To hear David Poile tell it, the Ryan Johansen trade has been 18 years in the making. Not literally of course, but this is the kind of player that the longtime Nashville Predators general manager has been hunting for since 1998.
“Today, in my belief, we accomplished something that we haven’t been able to do in 18 years of our history,” Poile told gathered media following the deal.
“And that’s to acquire a No. 1 center.”
After several weeks of speculation, the Predators sent defenseman Seth Jones to the Columbus Blue Jackets for Johansen, who had been in John Tortorella’s doghouse since the coach arrived in October.
Poile’s comments about centers may seem hyperbolic, but he’s not wrong when he says the organization hasn’t had much luck acquiring a high-end offensive center. They got 17 games and 15 points out of Peter Forsberg in 2006-07, but the Predators have long history of using second-tier options up the middle.

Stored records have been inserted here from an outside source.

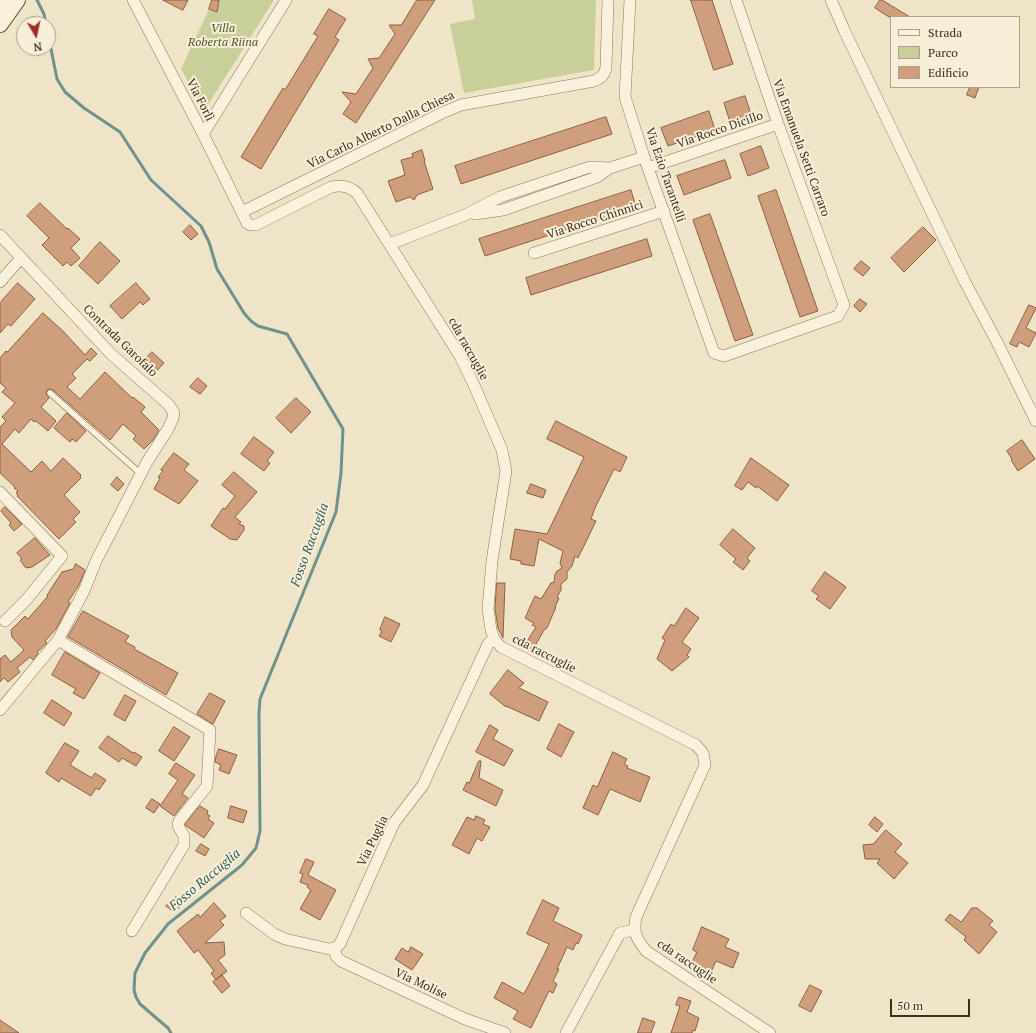 <!DOCTYPE html>
<meta charset="utf-8">
<style>
body{margin:0}
#map{position:relative;width:1036px;height:1033px;overflow:hidden;background:#f0e4c8;font-family:"PT Serif",serif}
canvas{display:block}
.legend{position:absolute;left:890px;top:16px;width:130px;height:72px;box-sizing:border-box;background:#f7eed8;border:1px solid #ada18e;margin:0;padding:5px 7px;list-style:none;font-size:12px;color:#3d2e20}
.legend li{display:flex;align-items:center;gap:8px;height:20px}
.legend b{width:20px;border:1px solid #ada18e}
.north{position:absolute;left:16px;top:16px;width:40px;height:40px;box-sizing:border-box;background:#f7eed8;border:1px solid #ada18e;border-radius:50%;rotate:171deg;font-size:11px;font-weight:700;line-height:16px;text-align:center;color:#3d2e20}
.north::after{content:'';display:block;margin:auto;width:14px;height:18px;background:#9e2a2b;clip-path:polygon(50% 0,100% 100%,50% 72%,0 100%)}
.scale{position:absolute;left:890px;top:999px;width:80px;height:18px;box-sizing:border-box;border:2px solid #3d2e20;border-top:0;padding-left:5px;font-size:12px;line-height:14px;white-space:nowrap;color:#3d2e20;-webkit-text-stroke:3px #f7eed8;paint-order:stroke}
</style>
<div id="map">
<canvas width="1036" height="1033"></canvas>
<ul class="legend">
<li><b style="height:5px;background:#faf1dc"></b>Strada</li>
<li><b style="height:11px;background:#c9cf9b"></b>Parco</li>
<li><b style="height:11px;background:#cf9f7d"></b>Edificio</li>
</ul>
<div class="north">N</div>
<div class="scale">50 m</div>
</div>
<script>
const ctx = document.querySelector('canvas').getContext('2d');
ctx.lineJoin = 'round';
function fill(path, color) { ctx.fillStyle = color; ctx.fill(path, 'evenodd'); }
function strokePath(path, color, width, dash) { ctx.strokeStyle = color; ctx.lineWidth = width; ctx.lineCap = dash ? 'butt' : 'round'; ctx.setLineDash(dash || []); ctx.stroke(path); }
function write(font, color, halo, rows, align = 'center') {
  ctx.font = font + ' "PT Serif",serif'; ctx.lineWidth = 4; ctx.setLineDash([]); ctx.textBaseline = 'middle'; ctx.strokeStyle = halo; ctx.fillStyle = color; for (const [text, x, y, turn = 0] of rows) {
    ctx.save(); ctx.translate(x, y); ctx.rotate((+turn || 0) * Math.PI / 180); ctx.textAlign = isNaN(turn) ? turn : align; if (halo) ctx.strokeText(text, 0, 0); ctx.fillText(text, 0, 0); ctx.restore();
  }
}
const green = new Path2D(`
 M 219,0 L 274,0 L 204,111 L 181,69 L 209,9 L 217,11 Z
 M 472,0 L 596,0 L 594,70 L 464,93 L 450,24 L 475,19 Z`);
const stream = new Path2D(`
 M 37,0 L 44,14 L 46,24
 M 48,34 L 57,79 L 65,92 L 84,108 L 120,132 L 151,180 L 201,226 L 209,242 L 217,269 L 244,313 L 251,321 L 258,326 L 287,334 L 343,429 L 341,473 L 336,512 L 260,699 L 259,713 L 260,831 L 256,848 L 242,865 L 168,924 L 145,953 L 135,973 L 134,990 L 136,997 L 140,1004 L 168,1028 L 171,1033`);
const building = new Path2D(`
 M 163,0 L 188,0 L 183,10 Z
 M 212,0 L 219,0 L 217,12 L 209,9 Z
 M 417,0 L 435,0 L 356,123 L 343,114 L 351,102 L 342,92 L 356,94 L 373,68 L 368,59 L 379,58 L 395,34 L 389,25 L 401,25 Z
 M 691,0 L 712,0 L 733,64 L 714,70 Z
 M 880,0 L 882,0 L 910,17 L 889,17 L 875,8 Z
 M 329,9 L 346,19 L 335,37 L 339,40 L 261,169 L 241,157 L 283,88 L 285,90 L 318,36 L 314,34 Z
 M 970,87 L 979,87 L 975,98 L 967,95 Z
 M 745,96 L 752,117 L 731,125 L 724,103 Z
 M 709,111 L 715,130 L 668,146 L 661,128 Z
 M 606,117 L 612,134 L 461,184 L 455,166 Z
 M 761,146 L 769,168 L 748,176 L 740,154 Z
 M 422,150 L 425,161 L 424,161 L 433,189 L 417,195 L 414,200 L 410,197 L 396,202 L 388,181 L 405,175 L 401,160 L 413,157 L 412,154 Z
 M 725,160 L 731,178 L 684,195 L 677,176 Z
 M 631,190 L 636,207 L 485,256 L 479,239 Z
 M 776,190 L 818,311 L 800,317 L 758,196 Z
 M 40,203 L 67,229 L 68,228 L 80,239 L 71,248 L 80,258 L 71,266 L 67,262 L 63,266 L 42,245 L 49,238 L 27,216 Z
 M 710,214 L 753,335 L 735,341 L 693,220 Z
 M 190,225 L 198,234 L 191,240 L 183,232 Z
 M 923,227 L 936,240 L 904,272 L 891,258 Z
 M 647,239 L 652,256 L 531,295 L 526,278 Z
 M 100,242 L 120,261 L 98,284 L 79,266 Z
 M 861,261 L 870,268 L 863,276 L 854,269 Z
 M 18,283 L 35,299 L 11,326 L 8,324 L 0,333 L 0,303 Z
 M 136,283 L 150,299 L 143,305 L 140,302 L 122,319 L 110,306 Z
 M 860,299 L 867,304 L 860,312 L 854,306 Z
 M 1029,305 L 1036,308 L 1026,328 L 1036,333 L 1029,347 L 1019,342 L 1017,347 L 1010,344 Z
 M 43,313 L 63,331 L 85,355 L 91,348 L 97,354 L 90,361 L 87,359 L 72,374 L 76,378 L 67,387 L 80,399 L 105,372 L 132,398 L 133,397 L 145,407 L 141,412 L 159,430 L 153,440 L 144,449 L 133,439 L 136,436 L 123,424 L 110,440 L 53,390 L 50,389 L 47,390 L 46,394 L 49,398 L 41,407 L 56,421 L 48,431 L 36,421 L 34,422 L 31,419 L 19,433 L 15,429 L 2,444 L 31,472 L 42,461 L 51,471 L 63,458 L 81,475 L 80,477 L 81,478 L 64,495 L 80,512 L 73,519 L 76,522 L 59,539 L 17,496 L 18,495 L 16,493 L 18,491 L 14,488 L 15,487 L 0,473 L 0,427 L 6,421 L 2,417 L 15,403 L 2,392 L 6,388 L 0,383 L 0,358 L 6,351 L 7,352 Z
 M 152,352 L 164,363 L 152,376 L 140,365 Z
 M 198,378 L 207,386 L 200,394 L 190,387 Z
 M 296,398 L 311,412 L 291,433 L 276,418 Z
 M 67,413 L 86,431 L 76,442 L 72,439 L 70,442 L 54,428 Z
 M 556,421 L 627,457 L 620,472 L 614,469 L 595,508 L 591,519 L 596,521 L 578,558 L 575,556 L 572,566 L 567,572 L 567,579 L 561,584 L 561,590 L 557,597 L 559,598 L 555,607 L 556,607 L 547,628 L 544,630 L 531,653 L 524,646 L 536,627 L 532,625 L 534,623 L 525,618 L 535,596 L 541,599 L 551,583 L 554,582 L 555,574 L 557,571 L 562,568 L 560,563 L 563,551 L 539,539 L 534,566 L 521,564 L 521,561 L 510,559 L 515,529 L 547,534 L 584,457 L 547,439 Z
 M 254,437 L 274,452 L 267,461 L 270,463 L 264,471 L 241,454 Z
 M 1022,440 L 1035,459 L 1018,471 L 1011,460 L 1012,459 L 1007,451 Z
 M 174,453 L 189,464 L 184,470 L 198,481 L 179,504 L 154,489 L 160,478 L 158,477 L 163,471 L 161,470 Z
 M 751,458 L 789,485 L 777,501 L 757,486 L 756,488 L 748,482 L 742,490 L 735,486 Z
 M 234,472 L 257,492 L 235,517 L 241,522 L 239,524 L 244,526 L 244,530 L 237,540 L 230,539 L 211,526 L 223,508 L 225,509 L 235,496 L 222,485 Z
 M 117,477 L 124,484 L 118,491 L 111,485 Z
 M 531,484 L 546,490 L 543,498 L 527,493 Z
 M 5,507 L 22,524 L 14,531 L 9,525 L 11,523 L 1,511 Z
 M 733,529 L 755,548 L 747,558 L 750,561 L 743,570 L 733,562 L 736,559 L 720,545 Z
 M 35,538 L 50,555 L 32,567 L 26,568 L 20,560 L 22,559 L 17,553 Z
 M 76,564 L 85,570 L 79,585 L 68,602 L 70,603 L 56,629 L 45,641 L 47,643 L 37,652 L 38,653 L 33,660 L 30,657 L 17,668 L 20,672 L 8,682 L 4,678 L 0,682 L 0,659 L 5,655 L 11,662 L 24,650 L 12,637 L 11,630 L 25,616 L 28,619 L 48,596 L 47,595 L 62,572 L 73,569 Z
 M 825,572 L 846,587 L 830,609 L 816,599 L 819,596 L 812,591 Z
 M 497,583 L 505,583 L 503,638 L 498,628 L 495,609 Z
 M 686,608 L 699,618 L 682,642 L 691,649 L 687,655 L 689,657 L 672,671 L 657,659 L 665,640 L 662,638 L 671,624 L 674,626 Z
 M 83,611 L 129,636 L 125,642 L 135,647 L 134,649 L 178,673 L 166,695 L 68,637 Z
 M 385,617 L 400,624 L 391,642 L 379,636 L 382,631 L 380,630 Z
 M 65,652 L 100,673 L 84,699 L 73,693 L 76,689 L 52,675 Z
 M 508,670 L 524,683 L 519,688 L 548,702 L 539,721 L 506,706 L 506,707 L 490,694 Z
 M 210,693 L 225,701 L 213,724 L 197,714 Z
 M 125,695 L 136,701 L 125,721 L 114,715 Z
 M 52,700 L 72,713 L 64,726 L 44,713 Z
 M 559,724 L 574,732 L 561,757 L 547,749 Z
 M 490,725 L 498,730 L 493,739 L 513,750 L 504,766 L 476,752 Z
 M 174,727 L 190,737 L 174,761 L 159,751 Z
 M 108,736 L 133,753 L 134,752 L 142,757 L 136,766 L 122,758 L 119,762 L 99,748 Z
 M 65,743 L 79,751 L 70,765 L 92,778 L 95,773 L 106,780 L 99,790 L 96,788 L 91,796 L 61,778 L 59,782 L 46,773 Z
 M 219,749 L 237,755 L 229,774 L 219,770 L 221,765 L 215,762 L 216,756 Z
 M 613,752 L 627,759 L 624,764 L 628,766 L 627,768 L 650,777 L 640,802 L 610,789 L 598,815 L 583,808 L 593,785 L 597,787 Z
 M 479,761 L 481,761 L 479,778 L 503,790 L 496,806 L 463,790 L 467,782 L 469,783 Z
 M 176,763 L 195,775 L 182,794 L 188,798 L 174,816 L 160,806 L 178,780 L 169,774 Z
 M 152,799 L 160,804 L 154,813 L 146,808 Z
 M 200,806 L 208,811 L 207,814 L 210,816 L 208,819 L 214,823 L 204,838 L 185,825 Z
 M 231,806 L 247,811 L 243,823 L 228,818 Z
 M 476,816 L 485,820 L 483,824 L 490,827 L 482,841 L 477,838 L 469,854 L 452,845 L 467,817 L 474,820 Z
 M 875,817 L 883,824 L 877,832 L 869,825 Z
 M 886,830 L 902,844 L 895,852 L 908,863 L 894,879 L 877,863 L 880,859 L 865,859 L 863,845 L 873,844 Z
 M 201,844 L 209,849 L 205,856 L 196,851 Z
 M 306,859 L 314,862 L 308,875 L 336,890 L 320,920 L 300,909 L 311,890 L 307,887 L 308,885 L 300,882 L 303,874 L 300,873 Z
 M 176,897 L 183,904 L 174,912 L 166,906 Z
 M 543,900 L 559,908 L 553,921 L 582,935 L 578,944 L 576,943 L 573,950 L 567,947 L 557,969 L 559,969 L 553,981 L 557,984 L 553,993 L 549,991 L 531,1028 L 513,1019 L 518,1011 L 494,998 L 502,982 L 524,994 L 545,953 L 549,944 L 527,934 Z
 M 214,903 L 226,916 L 220,921 L 224,925 L 205,943 L 224,942 L 225,955 L 218,960 L 227,971 L 216,980 L 211,973 L 214,971 L 198,950 L 194,953 L 177,931 L 198,914 L 200,917 Z
 M 972,908 L 977,908 L 993,921 L 989,925 L 997,932 L 979,954 L 964,940 L 966,937 L 945,920 L 950,914 L 961,922 Z
 M 702,927 L 729,939 L 725,947 L 739,953 L 733,968 L 716,961 L 711,972 L 691,964 L 697,952 L 693,950 Z
 M 411,947 L 423,954 L 412,970 L 395,959 L 402,948 L 408,952 Z
 M 222,975 L 230,986 L 222,993 L 213,982 Z
 M 810,985 L 822,991 L 811,1012 L 799,1006 Z
 M 679,997 L 691,1001 L 687,1012 L 699,1018 L 695,1031 L 693,1030 L 692,1033 L 671,1033 L 680,1006 L 676,1005 Z
 M 643,1018 L 655,1022 L 651,1033 L 638,1033 Z
 M 0,1020 L 19,1033 L 0,1033 Z`);
const service = new Path2D(`
 M 50,393 L 141,474`);
const minor = new Path2D(`
 M 133,0 L 203,134 L 247,223 L 250,225 L 256,225 L 331,187 C 342,185 348,186 357,193 L 460,356 L 474,385 L 502,450 L 506,471 L 492,561 L 488,609 L 491,630 L 494,639 L 501,647 L 523,658 L 696,745 L 703,753 L 705,765 L 636,917 C 633,933 636,938 646,951 L 770,1033
 M 630,0 L 625,97 L 644,157 L 714,353 L 724,356 L 838,316 L 844,305 L 778,124 L 736,0
 M 831,0 L 845,32 L 965,282 L 997,342 L 1036,421
 M 203,134 L 286,0
 M 648,168 L 778,124
 M 242,212 L 442,113 L 461,105 L 594,81 C 601,78 605,75 606,67 L 608,0
 M 475,214 L 503,210 L 597,177 L 610,168 L 644,157
 M 0,235 L 111,354 L 169,405 L 174,413 L 173,418 L 168,429 L 147,462 L 96,561 L 84,591 L 58,640 L 0,710
 M 390,244 L 465,215 L 500,197 L 590,167 L 610,168
 M 534,253 L 664,211
 M 0,282 L 21,258
 M 0,492 L 62,556 L 27,599 L 5,621
 M 58,640 L 210,730 L 207,786 L 179,821 L 178,826 L 184,836 L 184,845 L 132,931
 M 246,913 L 274,934 L 285,939 L 329,949 L 335,948 L 340,944 L 394,823 L 423,785 L 488,644 L 494,639
 M 335,948 L 336,956 L 341,961 L 465,1019 L 505,1033
 M 566,1033 L 620,933 L 634,930`);
const tertiary = new Path2D(`
 M 0,5 L 16,1`);
const secondary = new Path2D(`
 M 0,24 L 17,0`);
const parkNames = [
 ["Villa",223,29],
 ["Roberta Riina",223,43]
];
const streetNames = [
 ["Via Forlì",200,100,63],
 ["Via Carlo Alberto Dalla Chiesa",381,130,-26],
 ["Via Rocco Dicillo",720,130,-19],
 ["Via Emanuela Setti Carraro",801,148,70],
 ["Via Ezio Tarantelli",665,175,71],
 ["Via Rocco Chinnici",595,220,-18],
 ["Contrada Garofalo",120,341,44],
 ["cda raccuglie",468,349,61],
 ["cda raccuglie",544,654,27],
 ["Via Puglia",373,841,-64],
 ["cda raccuglie",687,962,34],
 ["Via Molise",421,984,25]
];
const waterNames = [
 ["Fosso Raccuglia",310,545,-70],
 ["Fosso Raccuglia",205,880,-40]
];
fill(green, '#c9cf9b');
strokePath(stream, '#6f938a', 3);
fill(building, '#cf9f7d');
strokePath(building, '#8d5f41', 1);
strokePath(service, '#8d765c', 7);
strokePath(minor, '#8d765c', 12);
strokePath(tertiary, '#8d765c', 16);
strokePath(secondary, '#6f573f', 18);
strokePath(service, '#faf1dc', 5.5);
strokePath(minor, '#faf1dc', 11);
strokePath(tertiary, '#faf1dc', 14);
strokePath(secondary, '#faf1dc', 16);
write('italic 12px', '#4d5a26', '#f7eed8', parkNames);
write('12px', '#3d2e20', '#f7eed8', streetNames);
write('italic 13px', '#2f5d5a', '#f7eed8', waterNames);
</script>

Mike Ribeiro has done an admirable job of filling in since last season, but when you look at the teams Nashville wants to compete with, he doesn’t matchup favorably at all. The Dallas Stars have Tyler Seguin. The Chicago Blackhawks have Jonathan Toews and the St. Louis Blues have more centers than they know what to do with.
Now the Predators have Johansen. The 23-year-old was in need of a change of scenery, and he’ll get that in Nashville. Johansen isn’t a miracle worker and he’s not going to change this team’s popgun offense overnight, but his arrival will have a positive impact on a team that has struggled to score goals this season.
Since 2013, Johansen has scored goals at a rate comparable to Phil Kessel, Sidney Crosby and Taylor Hall. Over the past three seasons, Johansen has been among the top point producers in the NHL, sitting 31st in average points scored per game with 0.79. That’s not bad considering the Blue Jackets offense is ranked 19th in average goals for this season, while finishing 13th and 12th over the last two years, respectively.
It’s fair to say that the Predators haven’t ever rostered a center with this much skill, based on his scoring rates.
"I'm hoping I can be that dangerous, top-line center in Nashville." – Ryan Johansen. #Preds
— Justin Bradford (@justinbbradford) January 7, 2016
The trade looks particularly good for Poile because he was able to deal from a position of strength to fill a dire need. The Predators already have two All-Star defensemen in Shea Weber and Roman Josi, while Mattias Ekholm and Ryan Ellis are excellent top-four skaters as well. This core group is young — outside of Weber — and Jones has been playing on the team’s third pairing all season long.
He has too much skill to toil alongside Barret Jackman while playing sheltered minutes, and the Blue Jackets got what they needed here as well. Jones isn’t going to go to Ohio and turn them into a legitimate contender in 2015-16, but Johansen could have that kind of impact in Nashville.
By bringing in the former fourth overall draft pick, the Predators have opened up numerous possibilities on the line combination front. Ribeiro will be able to slide down to the second unit and Mike Fisher will be able to play with the third group. Those are much better fits for the two aging pivots.
Head coach Peter Laviolette will be working with two high quality forward lines, and it will be interesting to see whether or not he splits up Ribeiro and Filip Forsberg. Let’s assume that he will leave that line intact for the time being and check out what the lines could look like.
|Colin Wilson||Ryan Johansen||James Neal|
|Filip Forsberg||Mike Ribeiro||Craig Smith|
Laviolette will also have the option of creating a “super” line, of sorts, by flipping Forsberg and Wilson. A trio of Forsberg-Johansen-Neal could be difficult to contain if the chemistry is there, and that’s really the unknown in this equation.
We know that Johansen scores at a high-end rate and we know that he might not quite be at his ceiling at the age of 23. But how will he respond to this deal and adjust to new linemates? Laviolette coaches a more up-tempo style than Tortorella, which could benefit Johansen greatly.
When he is at his best, he’s slowing plays down through the neutral zone and creating space for his linemates with his reach and passing. He’s like David Krejci in this regard, and Johansen will have at least one strong finisher on his line in either Neal or Forsberg.
This isn’t an all-in move for the Predators. Johansen is a young player and the team has plenty of cap space to use on an extension. It is a move that makes Nashville a much stronger hockey team though, and one that could prove a tough out should they reach the Stanley Cup playoffs for the second consecutive season.
All rate statistics appear courtesy of Hockey-Reference.com, while all other stats are from NHL.com and are accurate through games played on January 6.